Dataset entries
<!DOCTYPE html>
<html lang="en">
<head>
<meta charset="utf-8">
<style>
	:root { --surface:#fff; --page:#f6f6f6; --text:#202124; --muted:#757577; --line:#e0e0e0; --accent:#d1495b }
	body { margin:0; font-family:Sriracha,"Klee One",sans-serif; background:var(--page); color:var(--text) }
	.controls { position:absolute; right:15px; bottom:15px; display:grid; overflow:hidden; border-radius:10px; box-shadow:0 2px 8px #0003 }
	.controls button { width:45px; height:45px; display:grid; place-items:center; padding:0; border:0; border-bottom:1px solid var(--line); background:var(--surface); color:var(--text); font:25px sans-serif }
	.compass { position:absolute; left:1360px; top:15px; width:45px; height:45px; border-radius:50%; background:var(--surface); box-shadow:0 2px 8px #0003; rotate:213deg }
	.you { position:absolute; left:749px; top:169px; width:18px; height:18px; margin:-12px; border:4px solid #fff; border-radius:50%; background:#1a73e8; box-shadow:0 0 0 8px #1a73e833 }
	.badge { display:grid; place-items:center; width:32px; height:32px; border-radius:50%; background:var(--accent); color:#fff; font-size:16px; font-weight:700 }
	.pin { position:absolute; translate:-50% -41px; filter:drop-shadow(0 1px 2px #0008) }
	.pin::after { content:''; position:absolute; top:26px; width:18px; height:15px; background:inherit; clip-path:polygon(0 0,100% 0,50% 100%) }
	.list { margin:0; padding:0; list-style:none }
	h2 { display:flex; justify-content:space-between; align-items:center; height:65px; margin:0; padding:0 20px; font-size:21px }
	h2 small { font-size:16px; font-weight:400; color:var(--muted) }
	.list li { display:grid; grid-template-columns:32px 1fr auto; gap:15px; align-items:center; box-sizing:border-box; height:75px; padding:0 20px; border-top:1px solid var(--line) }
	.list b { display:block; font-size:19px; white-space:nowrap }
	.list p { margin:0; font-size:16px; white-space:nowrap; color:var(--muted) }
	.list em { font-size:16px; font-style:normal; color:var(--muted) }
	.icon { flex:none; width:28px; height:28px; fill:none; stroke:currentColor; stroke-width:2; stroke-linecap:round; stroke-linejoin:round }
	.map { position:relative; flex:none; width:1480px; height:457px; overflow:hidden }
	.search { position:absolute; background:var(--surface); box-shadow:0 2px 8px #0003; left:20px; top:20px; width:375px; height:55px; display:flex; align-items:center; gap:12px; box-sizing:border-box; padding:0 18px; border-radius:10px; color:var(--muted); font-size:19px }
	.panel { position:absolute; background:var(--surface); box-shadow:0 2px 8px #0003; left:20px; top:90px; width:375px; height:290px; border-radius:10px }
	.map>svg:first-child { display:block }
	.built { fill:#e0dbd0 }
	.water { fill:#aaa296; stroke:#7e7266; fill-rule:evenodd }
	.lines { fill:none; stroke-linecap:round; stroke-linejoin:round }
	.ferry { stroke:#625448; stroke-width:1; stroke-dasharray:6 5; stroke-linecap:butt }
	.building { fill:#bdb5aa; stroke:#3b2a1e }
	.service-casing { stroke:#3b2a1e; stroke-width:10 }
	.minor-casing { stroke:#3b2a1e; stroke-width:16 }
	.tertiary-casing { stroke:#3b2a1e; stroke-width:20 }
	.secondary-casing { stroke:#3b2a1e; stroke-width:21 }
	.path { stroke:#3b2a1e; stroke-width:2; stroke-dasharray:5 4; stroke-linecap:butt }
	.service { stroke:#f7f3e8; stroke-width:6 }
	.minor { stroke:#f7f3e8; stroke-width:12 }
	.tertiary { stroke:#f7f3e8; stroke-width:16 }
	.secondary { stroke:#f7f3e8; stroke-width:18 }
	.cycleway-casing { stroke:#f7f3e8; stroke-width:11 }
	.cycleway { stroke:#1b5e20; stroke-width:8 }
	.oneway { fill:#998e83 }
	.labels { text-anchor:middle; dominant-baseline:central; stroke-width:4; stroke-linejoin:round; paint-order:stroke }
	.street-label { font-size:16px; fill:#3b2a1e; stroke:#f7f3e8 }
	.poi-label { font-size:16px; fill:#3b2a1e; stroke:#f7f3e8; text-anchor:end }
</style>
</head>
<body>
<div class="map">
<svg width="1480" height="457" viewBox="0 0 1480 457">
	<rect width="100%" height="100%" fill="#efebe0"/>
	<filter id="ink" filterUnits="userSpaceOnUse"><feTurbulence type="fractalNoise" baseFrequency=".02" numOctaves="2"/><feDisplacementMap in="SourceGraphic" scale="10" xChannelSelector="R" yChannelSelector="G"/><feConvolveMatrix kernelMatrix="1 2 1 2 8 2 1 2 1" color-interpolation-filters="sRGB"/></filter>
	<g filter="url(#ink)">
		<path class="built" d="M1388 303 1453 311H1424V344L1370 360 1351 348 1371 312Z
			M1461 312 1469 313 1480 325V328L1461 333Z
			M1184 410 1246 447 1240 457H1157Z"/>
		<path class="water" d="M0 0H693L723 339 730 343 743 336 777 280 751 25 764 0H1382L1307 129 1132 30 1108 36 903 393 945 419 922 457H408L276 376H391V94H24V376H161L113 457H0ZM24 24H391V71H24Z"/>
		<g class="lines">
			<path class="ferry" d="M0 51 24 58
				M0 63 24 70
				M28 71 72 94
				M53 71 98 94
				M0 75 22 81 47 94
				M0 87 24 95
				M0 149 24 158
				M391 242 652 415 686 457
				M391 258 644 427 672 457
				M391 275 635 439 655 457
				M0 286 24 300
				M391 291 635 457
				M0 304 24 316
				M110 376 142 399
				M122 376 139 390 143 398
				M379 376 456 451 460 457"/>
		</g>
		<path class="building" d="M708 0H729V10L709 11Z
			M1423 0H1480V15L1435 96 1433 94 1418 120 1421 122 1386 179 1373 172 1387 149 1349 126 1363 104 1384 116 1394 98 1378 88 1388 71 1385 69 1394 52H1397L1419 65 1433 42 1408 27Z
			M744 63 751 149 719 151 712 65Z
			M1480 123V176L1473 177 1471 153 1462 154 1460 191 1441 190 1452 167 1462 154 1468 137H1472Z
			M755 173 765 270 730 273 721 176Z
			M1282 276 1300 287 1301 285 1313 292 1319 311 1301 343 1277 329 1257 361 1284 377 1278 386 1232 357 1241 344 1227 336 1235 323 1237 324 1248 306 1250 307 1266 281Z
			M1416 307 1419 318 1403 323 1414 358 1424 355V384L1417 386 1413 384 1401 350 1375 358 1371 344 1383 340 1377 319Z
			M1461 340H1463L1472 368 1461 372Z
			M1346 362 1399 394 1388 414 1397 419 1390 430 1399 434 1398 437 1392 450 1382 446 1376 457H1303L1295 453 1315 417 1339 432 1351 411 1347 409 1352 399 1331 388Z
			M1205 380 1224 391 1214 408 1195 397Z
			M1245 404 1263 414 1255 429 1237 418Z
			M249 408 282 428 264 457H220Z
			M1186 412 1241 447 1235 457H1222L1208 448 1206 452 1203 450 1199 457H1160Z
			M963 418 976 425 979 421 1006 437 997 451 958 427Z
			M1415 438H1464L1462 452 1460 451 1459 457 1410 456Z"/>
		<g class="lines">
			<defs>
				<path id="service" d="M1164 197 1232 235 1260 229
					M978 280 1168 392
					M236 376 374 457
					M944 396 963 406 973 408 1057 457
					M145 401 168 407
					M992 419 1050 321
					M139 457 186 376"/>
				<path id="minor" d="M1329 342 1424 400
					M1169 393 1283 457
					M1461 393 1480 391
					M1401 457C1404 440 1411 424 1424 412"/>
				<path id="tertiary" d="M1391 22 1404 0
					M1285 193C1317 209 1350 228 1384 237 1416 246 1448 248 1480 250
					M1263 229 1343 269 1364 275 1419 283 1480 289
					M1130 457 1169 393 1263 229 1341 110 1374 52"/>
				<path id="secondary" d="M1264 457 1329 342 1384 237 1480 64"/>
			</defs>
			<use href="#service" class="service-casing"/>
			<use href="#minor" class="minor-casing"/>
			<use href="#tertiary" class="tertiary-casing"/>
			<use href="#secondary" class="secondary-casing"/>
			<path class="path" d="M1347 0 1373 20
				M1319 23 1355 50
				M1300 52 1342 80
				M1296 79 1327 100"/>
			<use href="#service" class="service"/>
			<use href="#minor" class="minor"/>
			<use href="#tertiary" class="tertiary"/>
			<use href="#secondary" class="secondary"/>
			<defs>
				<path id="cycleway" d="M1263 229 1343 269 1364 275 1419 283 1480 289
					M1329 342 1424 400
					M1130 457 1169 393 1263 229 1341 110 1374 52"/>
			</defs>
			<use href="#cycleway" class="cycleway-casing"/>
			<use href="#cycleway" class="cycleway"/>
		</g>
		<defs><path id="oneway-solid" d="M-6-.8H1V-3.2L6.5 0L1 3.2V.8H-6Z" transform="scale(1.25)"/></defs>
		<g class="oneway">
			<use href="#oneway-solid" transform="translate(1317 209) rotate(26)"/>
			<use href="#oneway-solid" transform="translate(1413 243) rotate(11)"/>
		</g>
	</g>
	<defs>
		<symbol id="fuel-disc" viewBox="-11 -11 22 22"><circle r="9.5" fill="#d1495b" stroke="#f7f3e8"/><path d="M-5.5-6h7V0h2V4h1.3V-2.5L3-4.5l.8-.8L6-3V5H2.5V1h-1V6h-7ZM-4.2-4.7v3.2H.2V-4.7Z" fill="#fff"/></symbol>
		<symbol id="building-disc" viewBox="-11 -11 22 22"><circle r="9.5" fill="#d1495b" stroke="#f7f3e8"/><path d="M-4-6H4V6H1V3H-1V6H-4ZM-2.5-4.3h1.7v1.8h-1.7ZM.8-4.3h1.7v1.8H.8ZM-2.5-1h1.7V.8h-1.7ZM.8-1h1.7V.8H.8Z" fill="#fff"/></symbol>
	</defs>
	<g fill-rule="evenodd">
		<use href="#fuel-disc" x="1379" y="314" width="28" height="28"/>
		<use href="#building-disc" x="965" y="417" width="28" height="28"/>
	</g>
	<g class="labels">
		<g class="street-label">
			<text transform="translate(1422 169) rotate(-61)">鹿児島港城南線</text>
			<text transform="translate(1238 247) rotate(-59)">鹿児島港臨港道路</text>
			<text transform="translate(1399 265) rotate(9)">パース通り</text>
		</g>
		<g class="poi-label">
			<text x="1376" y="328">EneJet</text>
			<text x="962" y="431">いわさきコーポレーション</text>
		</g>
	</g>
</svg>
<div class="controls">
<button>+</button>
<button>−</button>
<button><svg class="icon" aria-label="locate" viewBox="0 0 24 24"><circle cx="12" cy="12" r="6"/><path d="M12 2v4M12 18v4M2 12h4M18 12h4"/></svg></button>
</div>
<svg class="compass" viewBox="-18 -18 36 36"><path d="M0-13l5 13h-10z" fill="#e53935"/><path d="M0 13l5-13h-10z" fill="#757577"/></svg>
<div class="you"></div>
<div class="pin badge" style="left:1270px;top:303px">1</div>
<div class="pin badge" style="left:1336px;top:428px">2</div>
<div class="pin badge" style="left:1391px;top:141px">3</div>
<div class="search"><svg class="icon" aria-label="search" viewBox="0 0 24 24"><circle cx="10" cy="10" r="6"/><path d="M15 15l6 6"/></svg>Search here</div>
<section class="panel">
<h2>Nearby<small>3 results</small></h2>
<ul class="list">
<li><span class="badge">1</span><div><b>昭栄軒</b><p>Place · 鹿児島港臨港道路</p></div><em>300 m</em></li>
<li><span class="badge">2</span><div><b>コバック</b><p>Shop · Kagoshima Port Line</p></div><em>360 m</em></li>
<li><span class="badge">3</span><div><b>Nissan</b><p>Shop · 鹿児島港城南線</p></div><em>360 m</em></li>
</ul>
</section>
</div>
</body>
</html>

# Work instructions
In the entries above, find each line with the word "sans" and return it.

# Solved exercise
	body { margin:0; font-family:Sriracha,"Klee One",sans-serif; background:var(--page); color:var(--text) }
	.controls button { width:45px; height:45px; display:grid; place-items:center; padding:0; border:0; border-bottom:1px solid var(--line); background:var(--surface); color:var(--text); font:25px sans-serif }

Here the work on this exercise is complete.